• **WHAT TO DO**:
Locate the word "list" in the entries below, then gather every line that holds it.
(RECORDS FOR THE TASK)
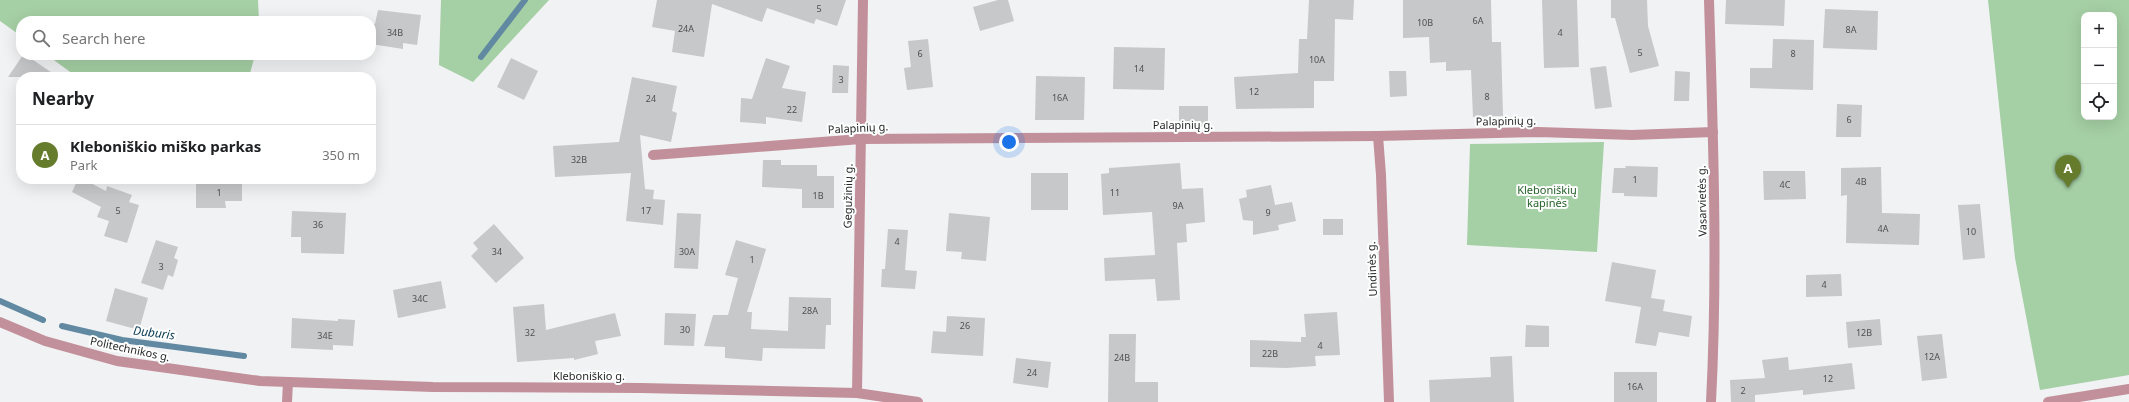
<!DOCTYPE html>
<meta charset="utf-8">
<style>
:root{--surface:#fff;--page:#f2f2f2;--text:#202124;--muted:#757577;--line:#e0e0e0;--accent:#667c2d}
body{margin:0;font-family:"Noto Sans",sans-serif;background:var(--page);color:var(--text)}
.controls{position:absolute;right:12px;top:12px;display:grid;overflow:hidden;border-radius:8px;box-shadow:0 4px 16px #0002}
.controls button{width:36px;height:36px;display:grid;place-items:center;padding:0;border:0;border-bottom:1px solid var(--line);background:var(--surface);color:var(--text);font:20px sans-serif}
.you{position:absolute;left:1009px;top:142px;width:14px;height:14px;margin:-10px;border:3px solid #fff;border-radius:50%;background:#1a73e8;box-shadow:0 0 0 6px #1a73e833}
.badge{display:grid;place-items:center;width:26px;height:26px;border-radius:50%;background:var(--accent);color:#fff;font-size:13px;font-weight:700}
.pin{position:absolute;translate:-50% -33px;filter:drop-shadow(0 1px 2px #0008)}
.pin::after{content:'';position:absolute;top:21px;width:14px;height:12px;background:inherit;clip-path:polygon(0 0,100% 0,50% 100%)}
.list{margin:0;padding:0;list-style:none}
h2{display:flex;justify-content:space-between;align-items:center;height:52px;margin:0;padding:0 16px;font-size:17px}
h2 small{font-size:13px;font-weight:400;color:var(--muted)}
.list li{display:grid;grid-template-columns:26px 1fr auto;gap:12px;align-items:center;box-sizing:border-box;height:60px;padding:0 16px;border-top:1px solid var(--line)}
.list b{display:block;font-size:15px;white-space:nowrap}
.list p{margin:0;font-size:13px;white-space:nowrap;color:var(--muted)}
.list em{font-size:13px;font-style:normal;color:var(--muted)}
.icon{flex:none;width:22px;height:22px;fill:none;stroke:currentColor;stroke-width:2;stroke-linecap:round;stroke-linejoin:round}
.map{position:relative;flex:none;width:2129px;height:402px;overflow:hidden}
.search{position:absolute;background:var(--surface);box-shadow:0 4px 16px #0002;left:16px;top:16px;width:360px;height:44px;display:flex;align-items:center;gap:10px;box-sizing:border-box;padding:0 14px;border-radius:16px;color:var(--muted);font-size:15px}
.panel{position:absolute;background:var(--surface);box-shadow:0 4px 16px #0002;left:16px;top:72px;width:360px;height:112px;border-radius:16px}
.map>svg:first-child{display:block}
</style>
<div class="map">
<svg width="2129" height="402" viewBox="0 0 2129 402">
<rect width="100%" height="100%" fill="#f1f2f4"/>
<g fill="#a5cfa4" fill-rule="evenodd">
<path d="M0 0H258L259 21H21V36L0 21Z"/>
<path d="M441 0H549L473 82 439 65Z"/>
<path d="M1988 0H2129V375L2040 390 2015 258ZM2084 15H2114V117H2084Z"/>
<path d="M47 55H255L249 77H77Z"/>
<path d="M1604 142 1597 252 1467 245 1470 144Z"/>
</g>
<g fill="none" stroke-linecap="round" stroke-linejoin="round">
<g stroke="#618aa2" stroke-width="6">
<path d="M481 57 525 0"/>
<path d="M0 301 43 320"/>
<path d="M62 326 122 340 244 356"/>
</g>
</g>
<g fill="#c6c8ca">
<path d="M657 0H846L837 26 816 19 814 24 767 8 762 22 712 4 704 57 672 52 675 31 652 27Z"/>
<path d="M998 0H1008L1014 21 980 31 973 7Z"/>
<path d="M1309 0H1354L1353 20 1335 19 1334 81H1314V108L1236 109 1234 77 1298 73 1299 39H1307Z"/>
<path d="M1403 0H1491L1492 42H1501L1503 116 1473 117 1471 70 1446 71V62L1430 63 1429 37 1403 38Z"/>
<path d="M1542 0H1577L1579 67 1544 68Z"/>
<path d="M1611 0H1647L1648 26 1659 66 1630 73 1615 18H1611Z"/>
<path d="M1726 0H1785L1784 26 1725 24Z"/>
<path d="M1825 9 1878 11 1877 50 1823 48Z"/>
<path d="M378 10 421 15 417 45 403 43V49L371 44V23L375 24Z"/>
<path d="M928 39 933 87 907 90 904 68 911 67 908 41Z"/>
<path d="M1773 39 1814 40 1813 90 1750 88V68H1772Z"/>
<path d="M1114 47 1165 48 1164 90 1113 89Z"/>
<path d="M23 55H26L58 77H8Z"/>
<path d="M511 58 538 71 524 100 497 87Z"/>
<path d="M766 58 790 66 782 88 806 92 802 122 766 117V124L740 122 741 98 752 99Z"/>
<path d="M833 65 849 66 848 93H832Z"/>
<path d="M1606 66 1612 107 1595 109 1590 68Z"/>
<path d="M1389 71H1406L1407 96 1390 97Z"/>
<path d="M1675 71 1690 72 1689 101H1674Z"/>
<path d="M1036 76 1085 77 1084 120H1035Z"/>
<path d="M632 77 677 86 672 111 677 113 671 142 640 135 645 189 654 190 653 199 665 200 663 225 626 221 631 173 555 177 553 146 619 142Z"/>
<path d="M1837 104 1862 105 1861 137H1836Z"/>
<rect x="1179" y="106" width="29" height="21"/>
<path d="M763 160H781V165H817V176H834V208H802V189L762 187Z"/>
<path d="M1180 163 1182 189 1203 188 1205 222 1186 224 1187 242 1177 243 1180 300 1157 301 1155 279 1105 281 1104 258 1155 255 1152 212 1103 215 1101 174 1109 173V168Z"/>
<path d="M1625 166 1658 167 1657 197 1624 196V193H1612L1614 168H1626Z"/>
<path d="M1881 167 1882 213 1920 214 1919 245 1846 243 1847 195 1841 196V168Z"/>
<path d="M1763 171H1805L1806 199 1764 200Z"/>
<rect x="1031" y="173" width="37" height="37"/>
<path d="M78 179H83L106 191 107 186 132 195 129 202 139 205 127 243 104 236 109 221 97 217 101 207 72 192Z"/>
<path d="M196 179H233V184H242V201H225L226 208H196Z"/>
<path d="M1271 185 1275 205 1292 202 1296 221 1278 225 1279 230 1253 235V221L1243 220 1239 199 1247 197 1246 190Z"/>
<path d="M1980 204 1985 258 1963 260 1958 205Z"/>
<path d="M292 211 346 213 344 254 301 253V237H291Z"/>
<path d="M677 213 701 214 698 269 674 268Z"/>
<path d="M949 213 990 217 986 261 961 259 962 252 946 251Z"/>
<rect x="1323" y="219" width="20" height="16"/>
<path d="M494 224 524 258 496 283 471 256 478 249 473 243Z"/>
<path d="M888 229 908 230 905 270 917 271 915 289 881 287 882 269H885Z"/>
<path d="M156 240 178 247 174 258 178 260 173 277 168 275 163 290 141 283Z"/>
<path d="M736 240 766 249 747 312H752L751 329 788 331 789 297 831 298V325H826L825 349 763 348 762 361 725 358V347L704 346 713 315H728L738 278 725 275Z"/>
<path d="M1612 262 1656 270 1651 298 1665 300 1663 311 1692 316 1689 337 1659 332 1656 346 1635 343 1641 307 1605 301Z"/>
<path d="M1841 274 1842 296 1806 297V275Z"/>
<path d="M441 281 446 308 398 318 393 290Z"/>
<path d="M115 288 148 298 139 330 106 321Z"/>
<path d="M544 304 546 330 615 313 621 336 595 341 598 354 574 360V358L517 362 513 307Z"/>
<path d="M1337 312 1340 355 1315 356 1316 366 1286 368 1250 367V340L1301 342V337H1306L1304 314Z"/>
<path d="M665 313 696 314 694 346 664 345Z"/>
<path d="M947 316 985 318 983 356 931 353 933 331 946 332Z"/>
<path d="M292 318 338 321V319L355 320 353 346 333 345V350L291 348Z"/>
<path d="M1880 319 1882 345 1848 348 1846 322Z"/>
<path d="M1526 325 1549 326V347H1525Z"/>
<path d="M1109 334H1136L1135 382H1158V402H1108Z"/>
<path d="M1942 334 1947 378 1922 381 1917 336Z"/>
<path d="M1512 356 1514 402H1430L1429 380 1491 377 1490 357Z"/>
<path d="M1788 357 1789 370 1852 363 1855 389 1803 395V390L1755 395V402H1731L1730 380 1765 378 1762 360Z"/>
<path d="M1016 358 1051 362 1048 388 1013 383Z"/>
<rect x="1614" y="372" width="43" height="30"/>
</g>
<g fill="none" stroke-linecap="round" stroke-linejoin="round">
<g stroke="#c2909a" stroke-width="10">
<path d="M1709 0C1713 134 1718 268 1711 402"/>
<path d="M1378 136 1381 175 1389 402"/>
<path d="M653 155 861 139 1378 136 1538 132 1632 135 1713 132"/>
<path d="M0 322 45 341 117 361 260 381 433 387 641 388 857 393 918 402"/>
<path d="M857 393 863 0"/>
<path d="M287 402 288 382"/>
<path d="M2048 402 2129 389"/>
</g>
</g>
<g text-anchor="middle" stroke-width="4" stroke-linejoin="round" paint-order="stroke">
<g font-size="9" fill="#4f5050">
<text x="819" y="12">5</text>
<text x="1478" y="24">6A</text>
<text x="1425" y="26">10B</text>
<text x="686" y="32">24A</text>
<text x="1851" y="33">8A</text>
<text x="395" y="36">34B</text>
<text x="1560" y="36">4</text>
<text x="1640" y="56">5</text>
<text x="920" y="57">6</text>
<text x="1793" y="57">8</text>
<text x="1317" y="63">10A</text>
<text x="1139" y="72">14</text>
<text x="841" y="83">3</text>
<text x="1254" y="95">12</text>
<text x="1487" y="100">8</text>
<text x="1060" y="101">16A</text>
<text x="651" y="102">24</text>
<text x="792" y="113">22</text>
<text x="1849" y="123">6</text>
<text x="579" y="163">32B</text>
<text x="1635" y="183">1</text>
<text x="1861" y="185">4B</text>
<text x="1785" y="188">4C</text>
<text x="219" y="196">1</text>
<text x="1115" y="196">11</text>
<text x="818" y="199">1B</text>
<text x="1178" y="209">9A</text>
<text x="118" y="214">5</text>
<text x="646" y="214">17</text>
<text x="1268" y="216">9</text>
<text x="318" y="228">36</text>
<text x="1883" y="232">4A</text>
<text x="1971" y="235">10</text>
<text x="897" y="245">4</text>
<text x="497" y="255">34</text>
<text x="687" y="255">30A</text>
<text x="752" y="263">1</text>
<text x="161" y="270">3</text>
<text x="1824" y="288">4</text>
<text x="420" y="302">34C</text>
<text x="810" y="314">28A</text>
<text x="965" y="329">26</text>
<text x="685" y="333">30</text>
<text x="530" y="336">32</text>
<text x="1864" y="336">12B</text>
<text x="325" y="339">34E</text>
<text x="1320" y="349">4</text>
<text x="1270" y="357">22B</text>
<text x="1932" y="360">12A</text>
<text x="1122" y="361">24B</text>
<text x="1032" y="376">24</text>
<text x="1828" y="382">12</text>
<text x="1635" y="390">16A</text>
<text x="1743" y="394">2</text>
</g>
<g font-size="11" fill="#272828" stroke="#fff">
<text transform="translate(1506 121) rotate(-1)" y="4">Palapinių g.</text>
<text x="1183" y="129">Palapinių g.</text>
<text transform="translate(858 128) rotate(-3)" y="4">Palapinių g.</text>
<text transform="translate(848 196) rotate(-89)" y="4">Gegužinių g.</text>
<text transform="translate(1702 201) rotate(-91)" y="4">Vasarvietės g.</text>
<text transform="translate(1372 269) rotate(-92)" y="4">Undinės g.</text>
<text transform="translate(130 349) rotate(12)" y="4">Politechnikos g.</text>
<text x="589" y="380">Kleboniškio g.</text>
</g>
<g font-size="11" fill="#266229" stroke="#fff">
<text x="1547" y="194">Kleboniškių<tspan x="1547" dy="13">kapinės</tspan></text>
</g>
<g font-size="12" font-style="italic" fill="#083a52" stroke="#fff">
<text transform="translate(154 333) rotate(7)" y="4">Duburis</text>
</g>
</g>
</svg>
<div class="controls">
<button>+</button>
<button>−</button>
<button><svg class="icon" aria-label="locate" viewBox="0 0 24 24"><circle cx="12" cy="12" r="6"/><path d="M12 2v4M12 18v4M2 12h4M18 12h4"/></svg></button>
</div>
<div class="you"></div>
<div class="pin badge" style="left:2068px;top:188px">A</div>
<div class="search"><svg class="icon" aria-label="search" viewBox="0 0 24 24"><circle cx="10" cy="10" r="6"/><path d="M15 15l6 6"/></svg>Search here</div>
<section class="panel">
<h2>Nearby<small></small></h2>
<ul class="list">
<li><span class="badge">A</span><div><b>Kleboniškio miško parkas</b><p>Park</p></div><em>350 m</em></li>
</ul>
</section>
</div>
(End RECORDS FOR THE TASK)
(RECORDS FOR THE TASK)
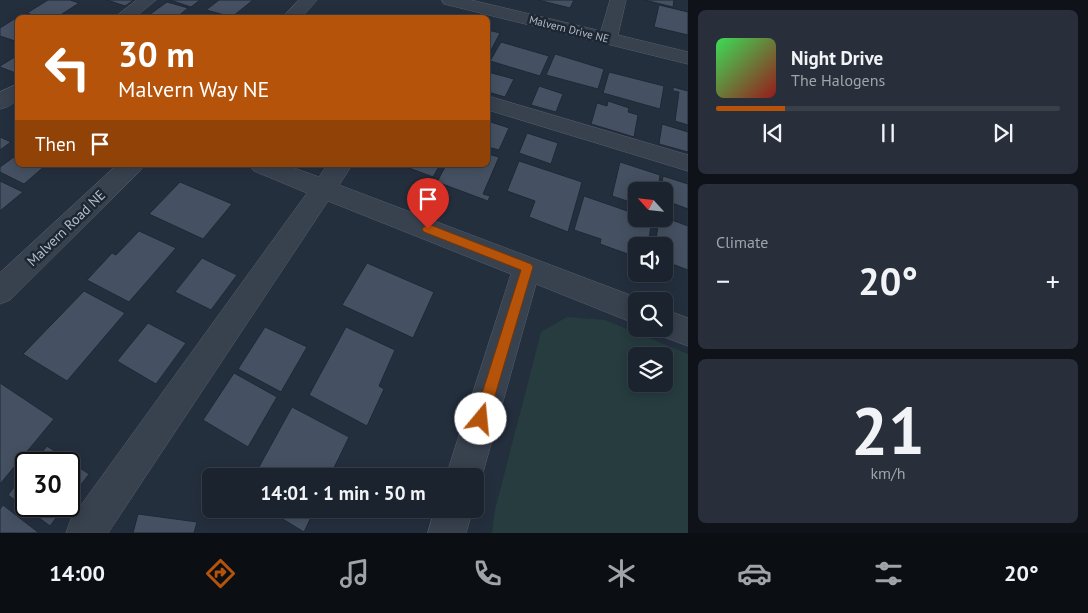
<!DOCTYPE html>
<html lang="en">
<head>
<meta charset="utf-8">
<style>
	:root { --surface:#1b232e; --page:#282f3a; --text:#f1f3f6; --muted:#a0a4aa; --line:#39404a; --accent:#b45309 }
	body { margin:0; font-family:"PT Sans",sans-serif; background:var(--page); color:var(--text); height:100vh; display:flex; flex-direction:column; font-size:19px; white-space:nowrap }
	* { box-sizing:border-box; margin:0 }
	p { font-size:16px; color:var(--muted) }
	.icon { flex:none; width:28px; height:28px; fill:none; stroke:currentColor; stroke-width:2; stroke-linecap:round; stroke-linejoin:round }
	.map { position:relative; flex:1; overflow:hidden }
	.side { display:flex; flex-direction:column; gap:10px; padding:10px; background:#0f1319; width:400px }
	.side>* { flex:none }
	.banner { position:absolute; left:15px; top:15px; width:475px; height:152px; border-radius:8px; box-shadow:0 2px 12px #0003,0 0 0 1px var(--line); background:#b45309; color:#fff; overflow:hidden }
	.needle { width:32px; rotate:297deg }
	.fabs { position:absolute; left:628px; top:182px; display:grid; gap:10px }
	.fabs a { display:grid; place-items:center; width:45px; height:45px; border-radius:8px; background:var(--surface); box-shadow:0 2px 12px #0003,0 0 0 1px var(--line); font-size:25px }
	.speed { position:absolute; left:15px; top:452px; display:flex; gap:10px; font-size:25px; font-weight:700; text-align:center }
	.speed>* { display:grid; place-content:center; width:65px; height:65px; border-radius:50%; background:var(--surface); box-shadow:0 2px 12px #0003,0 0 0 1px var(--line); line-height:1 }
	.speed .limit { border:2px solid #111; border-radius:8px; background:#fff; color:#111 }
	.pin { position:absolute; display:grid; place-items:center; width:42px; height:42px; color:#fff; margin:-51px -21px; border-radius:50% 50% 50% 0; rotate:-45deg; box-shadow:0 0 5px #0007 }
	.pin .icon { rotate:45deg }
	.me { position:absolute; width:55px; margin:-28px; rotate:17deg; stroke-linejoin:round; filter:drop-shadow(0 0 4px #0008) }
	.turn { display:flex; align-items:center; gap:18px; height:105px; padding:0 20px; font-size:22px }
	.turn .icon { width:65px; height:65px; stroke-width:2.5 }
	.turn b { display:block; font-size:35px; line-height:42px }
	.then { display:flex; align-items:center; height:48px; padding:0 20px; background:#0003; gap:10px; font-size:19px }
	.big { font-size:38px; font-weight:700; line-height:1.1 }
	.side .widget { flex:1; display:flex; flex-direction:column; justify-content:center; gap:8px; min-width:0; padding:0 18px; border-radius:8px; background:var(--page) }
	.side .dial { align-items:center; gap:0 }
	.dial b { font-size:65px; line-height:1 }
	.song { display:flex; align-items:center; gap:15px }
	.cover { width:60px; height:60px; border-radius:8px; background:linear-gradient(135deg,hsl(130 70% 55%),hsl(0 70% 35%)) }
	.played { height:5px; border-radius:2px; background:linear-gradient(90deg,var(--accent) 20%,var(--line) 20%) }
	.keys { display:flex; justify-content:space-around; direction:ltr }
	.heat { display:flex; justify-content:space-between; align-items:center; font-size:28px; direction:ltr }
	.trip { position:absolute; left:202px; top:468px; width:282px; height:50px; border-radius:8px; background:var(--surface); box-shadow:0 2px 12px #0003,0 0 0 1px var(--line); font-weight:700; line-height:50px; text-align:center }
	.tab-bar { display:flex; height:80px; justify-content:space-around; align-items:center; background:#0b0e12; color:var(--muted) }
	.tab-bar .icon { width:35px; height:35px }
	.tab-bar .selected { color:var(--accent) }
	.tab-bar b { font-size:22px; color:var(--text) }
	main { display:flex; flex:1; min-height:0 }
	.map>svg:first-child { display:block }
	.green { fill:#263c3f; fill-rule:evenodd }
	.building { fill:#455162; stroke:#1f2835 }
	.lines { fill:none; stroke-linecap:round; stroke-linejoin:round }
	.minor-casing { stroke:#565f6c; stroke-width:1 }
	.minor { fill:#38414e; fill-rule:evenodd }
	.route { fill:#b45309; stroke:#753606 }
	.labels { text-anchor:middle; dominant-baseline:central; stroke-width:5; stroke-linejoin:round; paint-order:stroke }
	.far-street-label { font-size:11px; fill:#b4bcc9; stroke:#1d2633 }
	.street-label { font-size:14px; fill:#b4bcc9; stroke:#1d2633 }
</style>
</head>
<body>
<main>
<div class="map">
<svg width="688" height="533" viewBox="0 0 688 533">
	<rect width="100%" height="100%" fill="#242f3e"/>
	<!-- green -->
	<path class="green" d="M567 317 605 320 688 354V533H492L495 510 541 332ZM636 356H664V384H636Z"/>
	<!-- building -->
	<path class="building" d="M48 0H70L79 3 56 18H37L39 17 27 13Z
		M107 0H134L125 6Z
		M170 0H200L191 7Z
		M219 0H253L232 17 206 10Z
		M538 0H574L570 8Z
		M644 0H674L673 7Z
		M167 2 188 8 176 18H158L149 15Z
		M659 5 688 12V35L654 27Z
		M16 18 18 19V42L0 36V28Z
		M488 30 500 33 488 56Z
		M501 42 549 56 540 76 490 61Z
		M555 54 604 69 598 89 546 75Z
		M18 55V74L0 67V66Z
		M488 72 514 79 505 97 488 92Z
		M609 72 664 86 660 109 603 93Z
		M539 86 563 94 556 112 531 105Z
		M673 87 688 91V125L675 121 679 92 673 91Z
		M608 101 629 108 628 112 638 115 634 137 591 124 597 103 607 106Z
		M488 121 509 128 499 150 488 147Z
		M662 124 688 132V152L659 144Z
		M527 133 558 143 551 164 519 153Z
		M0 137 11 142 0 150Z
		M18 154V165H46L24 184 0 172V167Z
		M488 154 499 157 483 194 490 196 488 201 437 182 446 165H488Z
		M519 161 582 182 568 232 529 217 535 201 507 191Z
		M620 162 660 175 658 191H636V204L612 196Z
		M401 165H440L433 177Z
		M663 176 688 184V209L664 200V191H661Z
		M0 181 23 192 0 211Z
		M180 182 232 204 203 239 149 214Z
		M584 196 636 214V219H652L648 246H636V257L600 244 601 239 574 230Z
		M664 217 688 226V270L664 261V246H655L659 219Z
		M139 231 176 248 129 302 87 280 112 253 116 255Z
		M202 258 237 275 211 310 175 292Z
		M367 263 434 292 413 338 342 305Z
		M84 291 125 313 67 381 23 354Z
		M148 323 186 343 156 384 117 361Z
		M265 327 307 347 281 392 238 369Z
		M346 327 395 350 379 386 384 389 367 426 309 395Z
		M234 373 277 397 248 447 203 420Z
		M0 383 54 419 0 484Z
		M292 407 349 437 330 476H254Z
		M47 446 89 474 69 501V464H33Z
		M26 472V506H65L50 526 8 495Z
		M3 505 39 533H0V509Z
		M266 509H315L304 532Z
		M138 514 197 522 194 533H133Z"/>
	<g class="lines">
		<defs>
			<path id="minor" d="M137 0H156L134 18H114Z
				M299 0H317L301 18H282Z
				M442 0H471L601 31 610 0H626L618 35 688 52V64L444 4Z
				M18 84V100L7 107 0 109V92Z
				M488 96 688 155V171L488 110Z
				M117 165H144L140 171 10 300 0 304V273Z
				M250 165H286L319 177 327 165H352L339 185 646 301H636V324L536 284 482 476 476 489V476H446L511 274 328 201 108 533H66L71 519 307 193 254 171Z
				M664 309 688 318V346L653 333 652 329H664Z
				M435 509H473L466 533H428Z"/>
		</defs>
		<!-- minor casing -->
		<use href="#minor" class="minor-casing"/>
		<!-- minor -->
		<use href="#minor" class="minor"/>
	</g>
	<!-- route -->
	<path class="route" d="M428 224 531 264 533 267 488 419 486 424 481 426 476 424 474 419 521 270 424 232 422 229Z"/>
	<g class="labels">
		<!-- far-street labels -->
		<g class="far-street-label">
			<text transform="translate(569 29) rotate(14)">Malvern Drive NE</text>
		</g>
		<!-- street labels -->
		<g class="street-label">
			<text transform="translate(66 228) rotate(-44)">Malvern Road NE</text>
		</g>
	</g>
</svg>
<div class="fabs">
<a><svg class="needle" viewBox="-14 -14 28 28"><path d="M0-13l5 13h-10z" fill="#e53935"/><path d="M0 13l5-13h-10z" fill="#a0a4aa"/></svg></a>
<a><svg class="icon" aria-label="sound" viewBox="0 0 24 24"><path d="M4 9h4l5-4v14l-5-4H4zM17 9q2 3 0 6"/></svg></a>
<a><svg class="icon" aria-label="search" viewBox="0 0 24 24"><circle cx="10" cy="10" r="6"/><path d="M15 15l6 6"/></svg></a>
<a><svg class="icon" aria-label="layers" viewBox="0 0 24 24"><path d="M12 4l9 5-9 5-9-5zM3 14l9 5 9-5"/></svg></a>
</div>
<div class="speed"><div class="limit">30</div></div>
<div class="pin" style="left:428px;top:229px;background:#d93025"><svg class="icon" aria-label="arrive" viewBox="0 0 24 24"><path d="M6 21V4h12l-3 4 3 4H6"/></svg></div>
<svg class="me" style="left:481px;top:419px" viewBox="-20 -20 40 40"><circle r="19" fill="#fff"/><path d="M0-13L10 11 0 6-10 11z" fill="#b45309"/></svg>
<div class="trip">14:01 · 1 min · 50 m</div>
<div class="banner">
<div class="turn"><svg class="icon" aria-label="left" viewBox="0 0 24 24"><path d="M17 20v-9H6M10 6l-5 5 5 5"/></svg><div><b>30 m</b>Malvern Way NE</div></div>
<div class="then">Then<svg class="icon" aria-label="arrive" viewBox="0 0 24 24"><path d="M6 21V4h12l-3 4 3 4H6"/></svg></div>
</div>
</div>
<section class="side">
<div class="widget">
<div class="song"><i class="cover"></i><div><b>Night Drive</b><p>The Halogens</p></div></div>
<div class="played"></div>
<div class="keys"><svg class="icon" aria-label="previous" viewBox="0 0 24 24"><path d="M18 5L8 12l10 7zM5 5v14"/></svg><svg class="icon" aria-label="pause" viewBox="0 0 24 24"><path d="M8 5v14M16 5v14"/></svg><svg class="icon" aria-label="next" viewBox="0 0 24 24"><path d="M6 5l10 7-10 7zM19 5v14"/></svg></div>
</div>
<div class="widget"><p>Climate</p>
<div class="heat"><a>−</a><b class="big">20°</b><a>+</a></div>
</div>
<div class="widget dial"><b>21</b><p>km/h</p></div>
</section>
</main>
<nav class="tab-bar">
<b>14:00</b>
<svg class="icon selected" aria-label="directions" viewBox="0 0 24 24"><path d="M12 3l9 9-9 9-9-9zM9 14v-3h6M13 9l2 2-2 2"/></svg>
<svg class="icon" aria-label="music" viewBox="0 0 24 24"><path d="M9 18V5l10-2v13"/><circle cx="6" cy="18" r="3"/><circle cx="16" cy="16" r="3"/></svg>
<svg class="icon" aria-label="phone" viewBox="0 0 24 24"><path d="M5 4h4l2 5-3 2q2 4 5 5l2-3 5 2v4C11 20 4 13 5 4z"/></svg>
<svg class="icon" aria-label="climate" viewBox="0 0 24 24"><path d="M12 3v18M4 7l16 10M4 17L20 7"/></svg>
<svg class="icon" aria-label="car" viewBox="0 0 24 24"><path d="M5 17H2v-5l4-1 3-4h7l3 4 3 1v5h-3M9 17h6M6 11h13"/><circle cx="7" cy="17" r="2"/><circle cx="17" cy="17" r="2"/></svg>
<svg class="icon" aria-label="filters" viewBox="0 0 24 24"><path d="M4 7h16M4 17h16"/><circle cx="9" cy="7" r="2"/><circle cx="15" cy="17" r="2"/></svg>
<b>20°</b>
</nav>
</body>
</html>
(End RECORDS FOR THE TASK)
• **EXERCISE RESULT**:
.list{margin:0;padding:0;list-style:none}
.list li{display:grid;grid-template-columns:26px 1fr auto;gap:12px;align-items:center;box-sizing:border-box;height:60px;padding:0 16px;border-top:1px solid var(--line)}
.list b{display:block;font-size:15px;white-space:nowrap}
.list p{margin:0;font-size:13px;white-space:nowrap;color:var(--muted)}
.list em{font-size:13px;font-style:normal;color:var(--muted)}
<ul class="list">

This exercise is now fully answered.